I’m gonna kill two birds with one stone. Double link-up fabulousness! This review is getting linked with my Fairy Tale Challenge on Tif Talks Books AND the 2012 Self-Published Challenge on Workaday Reads. Cause I’m awesome like that.
And look! Buttons! They’re clickable and everything.
And now, the review of Snow White and Rose Red: The Curse of the Huntsman
I posted before about how much I love Snow White and Rose Red and how it is NOT the same story as Snow White (and the Seven Dwarfs). This novella by Lily Fang is really interesting because it takes elements from both separate fairy tales. Her Snow White is the fairest of them all, etc., but the story is, at the heart, a retelling/adaptation of Snow White and Rose Red which is a story about sisters and a hero who is a bear (and a jerktastic little dwarf, but he’s missing in this adaptation, ’cause honestly, he’s hard to work with).
Snow White and Rose Red live with their mother in a village that benefits from the almost magical growth of roses around it. Roses are the center of commerce and life. Every year there is a festival where roses are laid in front of the door of the most beautiful girl, and of course, every year Snow White gets the most roses.
But there is more than meets the eye going on within the Snow White’s and Rose Red’s little family and within the village itself. As Rose Red turns fourteen she begins to come into magical powers, powers that run in her family and that she never knew about. Things become more complicated when a beast starts stalking young women, strangers arrive, and her mother leaves the village to seek help. Snow White and Rose Red are left with many questions, including doubt about the beast that is hiding in the woods and their good friend, William.

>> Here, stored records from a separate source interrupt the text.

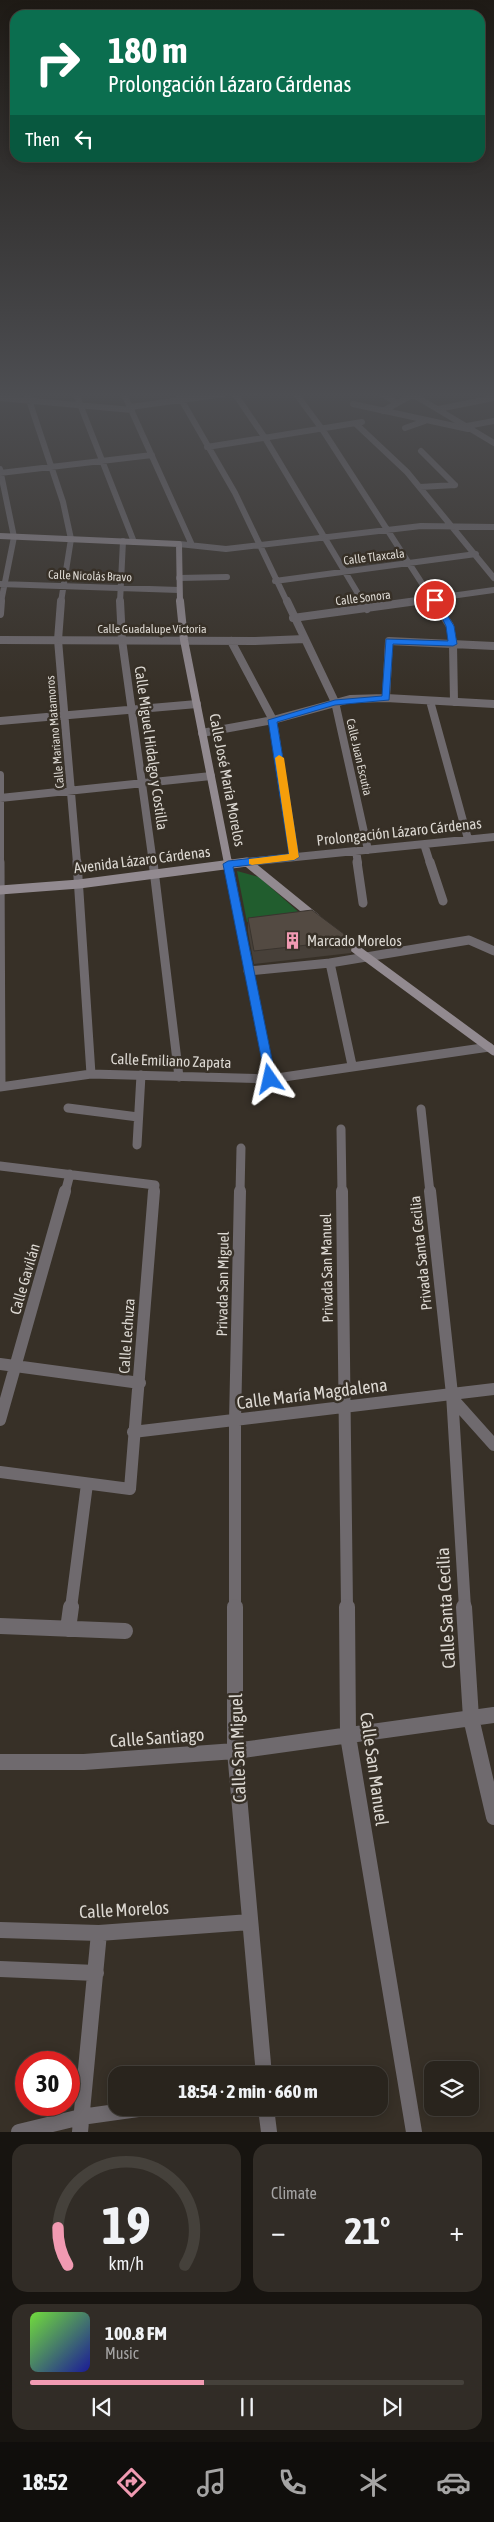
<!DOCTYPE html>
<meta charset="utf-8">
<style>
:root{--surface:#29241d;--page:#312c26;--text:#f1f3f6;--muted:#a5a4a4;--line:#45413b;--accent:#f19ab2}
body{margin:0;font-family:"Asap Condensed",sans-serif;background:var(--page);color:var(--text);height:100vh;display:flex;flex-direction:column;font-size:19px;white-space:nowrap}
*{box-sizing:border-box;margin:0}
p{font-size:16px;color:var(--muted)}
.icon{flex:none;width:28px;height:28px;fill:none;stroke:currentColor;stroke-width:2;stroke-linecap:round;stroke-linejoin:round}
.map{position:relative;height:2132px;overflow:hidden}
.panel{display:flex;flex-direction:column;gap:12px;padding:12px;background:#171410;flex:1}
.panel>*{flex:none}
.banner{position:absolute;left:10px;top:10px;width:475px;height:152px;border-radius:15px;box-shadow:0 2px 12px #0003,0 0 0 1px var(--line);background:#0b6e4f;color:#fff;overflow:hidden}
.fabs{position:absolute;left:424px;top:2061px;display:grid;gap:10px}
.fabs a{display:grid;place-items:center;width:55px;height:55px;border-radius:10px;background:var(--surface);box-shadow:0 2px 12px #0003,0 0 0 1px var(--line);font-size:25px}
.speed{position:absolute;left:15px;top:2051px;display:flex;gap:10px;font-size:25px;font-weight:700;text-align:center}
.speed>*{display:grid;place-content:center;width:65px;height:65px;border-radius:50%;background:var(--surface);box-shadow:0 2px 12px #0003,0 0 0 1px var(--line);line-height:1}
.speed .limit{border:8px solid #d22;background:#fff;color:#111}
.pin{position:absolute;display:grid;place-items:center;width:42px;height:42px;color:#fff;margin:-21px;border:2px solid #fff;border-radius:50%;box-shadow:0 1px 5px #0007}
.me{position:absolute;width:55px;margin:-28px;rotate:349deg;stroke-linejoin:round;filter:drop-shadow(0 0 4px #0008)}
.turn{display:flex;align-items:center;gap:18px;height:105px;padding:0 15px;font-size:22px}
.turn .icon{width:65px;height:65px;stroke-width:2.5}
.turn b{display:block;font-size:35px;line-height:42px}
.then{display:flex;align-items:center;height:48px;padding:0 15px;background:#0003;gap:10px;font-size:19px}
.big{font-size:38px;font-weight:700;line-height:1.1}
.panel .widget{flex:1;display:flex;flex-direction:column;justify-content:center;gap:8px;min-width:0;padding:0 18px;border-radius:15px;background:var(--page)}
.panel .dial{align-items:center;gap:0}
.dial svg{height:130px;overflow:visible;fill:none;stroke:var(--line);stroke-width:7;stroke-linecap:round;text-anchor:middle}
.dial text{fill:var(--text);stroke:none}
.song{display:flex;align-items:center;gap:15px}
.cover{width:60px;height:60px;border-radius:8px;background:linear-gradient(135deg,hsl(100 70% 55%),hsl(240 70% 35%))}
.played{height:5px;border-radius:2px;background:linear-gradient(90deg,var(--accent) 40%,var(--line) 40%)}
.keys{display:flex;justify-content:space-around;direction:ltr}
.heat{display:flex;justify-content:space-between;align-items:center;font-size:28px;direction:ltr}
.panel .tiles{flex:1;display:grid;gap:12px;grid-template-columns:1fr 1fr}
.widget:last-child{grid-column:span 2}
.trip{position:absolute;left:108px;top:2066px;width:280px;height:50px;border-radius:15px;background:var(--surface);box-shadow:0 2px 12px #0003,0 0 0 1px var(--line);font-weight:700;line-height:50px;text-align:center}
.dock{display:flex;height:80px;justify-content:space-around;align-items:center;background:#100e0c;color:var(--muted)}
.dock .icon{width:35px;height:35px}
.dock .active{color:var(--accent)}
.dock b{font-size:22px;color:var(--text)}
.map>svg:first-child{display:block}
</style>
<div class="map">
<svg width="494" height="2132" viewBox="0 0 494 2132">
<rect width="100%" height="100%" fill="#373027"/>
<path fill="#215d2e" d="M237,871l22,6 43,38 -55,7z"/>
<g fill="none" stroke-linecap="round" stroke-linejoin="round">
<path stroke="#6f6a6e" stroke-width="6" d="M27,394l36,108 8,37 -10,63
M76,394l58,148
M124,394l68,151
M178,394l57,99 52,109
M235,394l30,44 98,164
M296,394l26,35 112,173
M382,394l15,9
M412,394l82,49
M0,398l132,12
M353,404l115,25
M130,407l94,-13
M438,409l56,-11
M383,411l29,-16
M356,424l51,48 87,106
M467,426l27,-5
M405,428l20,-7
M207,447l155,-25
M421,451l34,34
M0,469l14,68 -13,65
M0,473l152,-18
M420,487l35,-2
M179,544l47,5 195,-23 73,1
M179,578l48,-1
M275,581l201,-27
M0,584l179,6
M120,602l3,-61
M408,602l86,-12"/>
<path stroke="#6f6a6e" stroke-width="8" d="M61,601l-3,39 19,223
M120,601l2,39 31,223
M287,601l48,101 33,148
M362,601l5,8
M434,601l16,25 3,18 1,58
M0,614l1,-13
M293,618l124,-17
M0,640l255,1 50,-2
M231,641l42,79 21,137
M386,698l3,-57 105,5
M430,701l38,138
M0,721l197,-17
M202,733l71,-13 77,-21 36,-1 108,6
M0,775v88
M0,798l211,-22
M424,844l6,19
M356,851l2,12
M247,862l247,-25"/>
<path stroke="#6f6a6e" stroke-width="9" d="M0,862l1,224
M77,862l14,212
M153,862l26,215
M357,862l6,41
M430,862l13,39
M228,864l42,215
M330,963l22,102
M248,971l82,-8 139,-23 25,11
M0,1087l91,-13 179,5 219,-32
M68,1108l70,9
M421,1109l9,84
M341,1129l1,64
M137,1145l4,-70
M0,1166l155,19 -1,8
M65,1193l5,-19
M240,1193l1,-45"/>
<path stroke="#6f6a6e" stroke-width="12" d="M342,1191l5,417
M430,1191l22,203 13,214
M0,1364l140,19
M452,1398l42,47
M0,1420l65,-229
M133,1432l361,-43
M0,1472l130,17 24,-298
M71,1608l16,-124
M235,1608v-187l5,-230"/>
<path stroke="#6f6a6e" stroke-width="16" d="M235,1607v144l29,324
M347,1607l1,129 66,396
M464,1607l7,111 23,99
M0,1626l125,5
M68,1629l3,-22
M0,1762h84l151,-11 259,-36
M0,1930l99,3 151,-11
M0,1969l96,4
M266,2108l3,24
M19,2132l62,-15 64,-9
M80,2132l19,-199"/>
<path stroke="#928a90" stroke-width="6" d="M0,536l179,8 1,58"/>
<path stroke="#928a90" stroke-width="8" d="M180,601l4,39 44,223
M238,863h10"/>
<path stroke="#928a90" stroke-width="9" d="M228,862v2
M0,890l79,-6 168,-22 70,57
M342,939l152,112"/>
</g>
<path fill="#474039" d="M248,918l104,22 -1,13 -97,11 -6,-32z"/>
<path fill="#534a42" stroke="#3a342e" d="M312,910l40,30 -98,11 -6,-33z"/>
<linearGradient id="sky" x2="0" y2="1"><stop stop-color="#1e1a15"/><stop offset="0.57" stop-color="#4d4e52"/><stop offset="1" stop-color="#4d4e52" stop-opacity="0"/></linearGradient>
<rect width="494" height="693" fill="url(#sky)"/>
<path fill="#1a73e8" stroke="#114b97" d="M432,598h5l17,28 3,18 -4,2 -60,-2 -4,56 -54,5 -58,17 22,135 -5,3 -61,7 43,212 -2,3h-8l-43,-218 5,-3 61,-7 -21,-134 67,-20 47,-4 4,-57 62,2 -2,-15z"/>
<path fill="#f59e0b" d="M279,755l5,3 15,99 -5,3 -42,5 -3,-1v-5l40,-5 -14,-96z"/>
<defs>
<symbol id="building-bare" viewBox="-9 -9 18 18"><path d="M-4-6H4V6H1V3H-1V6H-4ZM-2.5-4.3h1.7v1.8h-1.7ZM.8-4.3h1.7v1.8H.8ZM-2.5-1h1.7V.8h-1.7ZM.8-1h1.7V.8H.8Z" fill="#f19ab2" stroke="#373027" stroke-width="2.5" paint-order="stroke"/></symbol>
</defs>
<g fill-rule="evenodd">
<use href="#building-bare" x="280" y="928" width="25" height="25"/>
</g>
<g text-anchor="middle" stroke-width="5" stroke-linejoin="round" paint-order="stroke">
<g font-size="12" fill="#dcd8d2" stroke="#373027">
<text transform="translate(374 557) rotate(-7)" y="4">Calle Tlaxcala</text>
<text transform="translate(90 576) rotate(2)" y="4">Calle Nicolás Bravo</text>
<text transform="translate(363 598) rotate(-7)" y="4">Calle Sonora</text>
<text x="152" y="633">Calle Guadalupe Victoria</text>
<text transform="translate(55 732) rotate(-95)" y="4">Calle Mariano Matamoros</text>
<text transform="translate(359 757) rotate(77)" y="4">Calle Juan Escutia</text>
</g>
<g font-size="15" fill="#dcd8d2" stroke="#373027">
<text transform="translate(151 748) rotate(82)" y="5">Calle Miguel Hidalgo y Costilla</text>
<text transform="translate(227 780) rotate(79)" y="5">Calle José María Morelos</text>
<text transform="translate(399 832) rotate(-6)" y="5">Prolongación Lázaro Cárdenas</text>
<text transform="translate(142 860) rotate(-7)" y="5">Avenida Lázaro Cárdenas</text>
<text transform="translate(171 1061) rotate(2)" y="5">Calle Emiliano Zapata</text>
<text transform="translate(421 1253) rotate(-96)" y="5">Privada Santa Cecilia</text>
<text transform="translate(327 1268) rotate(-91)" y="5">Privada San Manuel</text>
<text transform="translate(25 1279) rotate(-74)" y="5">Calle Gavilán</text>
<text transform="translate(223 1284) rotate(-89)" y="5">Privada San Miguel</text>
<text transform="translate(127 1336) rotate(-86)" y="5">Calle Lechuza</text>
</g>
<g font-size="15" fill="#dcd8d2" stroke="#373027" text-anchor="start">
<text x="307" y="946">Marcado Morelos</text>
</g>
<g font-size="18" fill="#dcd8d2" stroke="#373027">
<text transform="translate(312 1394) rotate(-7)" y="6">Calle María Magdalena</text>
<text transform="translate(446 1608) rotate(-93)" y="6">Calle Santa Cecilia</text>
<text transform="translate(157 1738) rotate(-4)" y="6">Calle Santiago</text>
<text transform="translate(238 1748) rotate(-92)" y="6">Calle San Miguel</text>
<text transform="translate(374 1769) rotate(82)" y="6">Calle San Manuel</text>
<text transform="translate(124 1910) rotate(-3)" y="6">Calle Morelos</text>
</g>
</g>
</svg>
<div class="fabs">
<a><svg class="icon" aria-label="layers" viewBox="0 0 24 24"><path d="M12 4l9 5-9 5-9-5zM3 14l9 5 9-5"/></svg></a>
</div>
<div class="speed"><div class="limit">30</div></div>
<div class="pin" style="left:435px;top:600px;background:#d93025"><svg class="icon" aria-label="arrive" viewBox="0 0 24 24"><path d="M6 21V4h12l-3 4 3 4H6"/></svg></div>
<svg class="me" style="left:270px;top:1079px" viewBox="-20 -20 40 40"><path d="M0-17L14 15 0 8-14 15z" fill="#1a73e8" stroke="#fff" stroke-width="4"/></svg>
<div class="trip">18:54 · 2 min · 660 m</div>
<div class="banner">
<div class="turn"><svg class="icon" aria-label="right" viewBox="0 0 24 24"><path d="M7 20v-9h11M14 6l5 5-5 5"/></svg><div><b>180 m</b>Prolongación Lázaro Cárdenas</div></div>
<div class="then">Then<svg class="icon" aria-label="left" viewBox="0 0 24 24"><path d="M17 20v-9H6M10 6l-5 5 5 5"/></svg></div>
</div>
</div>
<section class="panel">
<div class="tiles">
<div class="widget dial"><svg viewBox="0 0 100 80">
<path d="M14 69A42 42 0 1 1 86 69"/>
<path d="M14 69A42 42 0 0 1 8 46" stroke="#f19ab2"/>
<text x="50" y="56" font-size="32" font-weight="700">19</text>
<text x="50" y="72" font-size="11">km/h</text>
</svg></div>
<div class="widget"><p>Climate</p>
<div class="heat"><a>−</a><b class="big">21°</b><a>+</a></div>
</div>
<div class="widget">
<div class="song"><i class="cover"></i><div><b>100.8 FM</b><p>Music</p></div></div>
<div class="played"></div>
<div class="keys"><svg class="icon" aria-label="previous" viewBox="0 0 24 24"><path d="M18 5L8 12l10 7zM5 5v14"/></svg><svg class="icon" aria-label="pause" viewBox="0 0 24 24"><path d="M8 5v14M16 5v14"/></svg><svg class="icon" aria-label="next" viewBox="0 0 24 24"><path d="M6 5l10 7-10 7zM19 5v14"/></svg></div>
</div>
</div>
</section>
<nav class="dock">
<b>18:52</b>
<svg class="icon active" aria-label="directions" viewBox="0 0 24 24"><path d="M12 3l9 9-9 9-9-9zM9 14v-3h6M13 9l2 2-2 2"/></svg>
<svg class="icon" aria-label="music" viewBox="0 0 24 24"><path d="M9 18V5l10-2v13"/><circle cx="6" cy="18" r="3"/><circle cx="16" cy="16" r="3"/></svg>
<svg class="icon" aria-label="phone" viewBox="0 0 24 24"><path d="M5 4h4l2 5-3 2q2 4 5 5l2-3 5 2v4C11 20 4 13 5 4z"/></svg>
<svg class="icon" aria-label="climate" viewBox="0 0 24 24"><path d="M12 3v18M4 7l16 10M4 17L20 7"/></svg>
<svg class="icon" aria-label="car" viewBox="0 0 24 24"><path d="M5 17H2v-5l4-1 3-4h7l3 4 3 1v5h-3M9 17h6M6 11h13"/><circle cx="7" cy="17" r="2"/><circle cx="17" cy="17" r="2"/></svg>
</nav>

My one complaint about this book (I’ve seen a lot of reviews that say it should have been longer, and yes, there is enough here that a novel would have probably been a satisfying read, but I actually liked it as a novella too), is the point of view jumping. I liked the idea of telling the story from both Snow White’s and Rose Red’s POV, but Rose Red felt like the stronger character to me. Her voice was more well developed. This could be because the initial Snow White sections felt to short and abrupt. However, Snow White does start coming into her own at the end of the novella.
Overall, I thought this was a really strong and imaginative take on Snow White and Rose Red (with a nod to the Snow White and the Seven Dwarves and all the fairest of them all stuff… I get it, hardly anyone realizes that Snow White and Rose Red is a separate fairytale…honestly, I should start some kind of Public Service program) and I look forward to reading more from Lily Fang.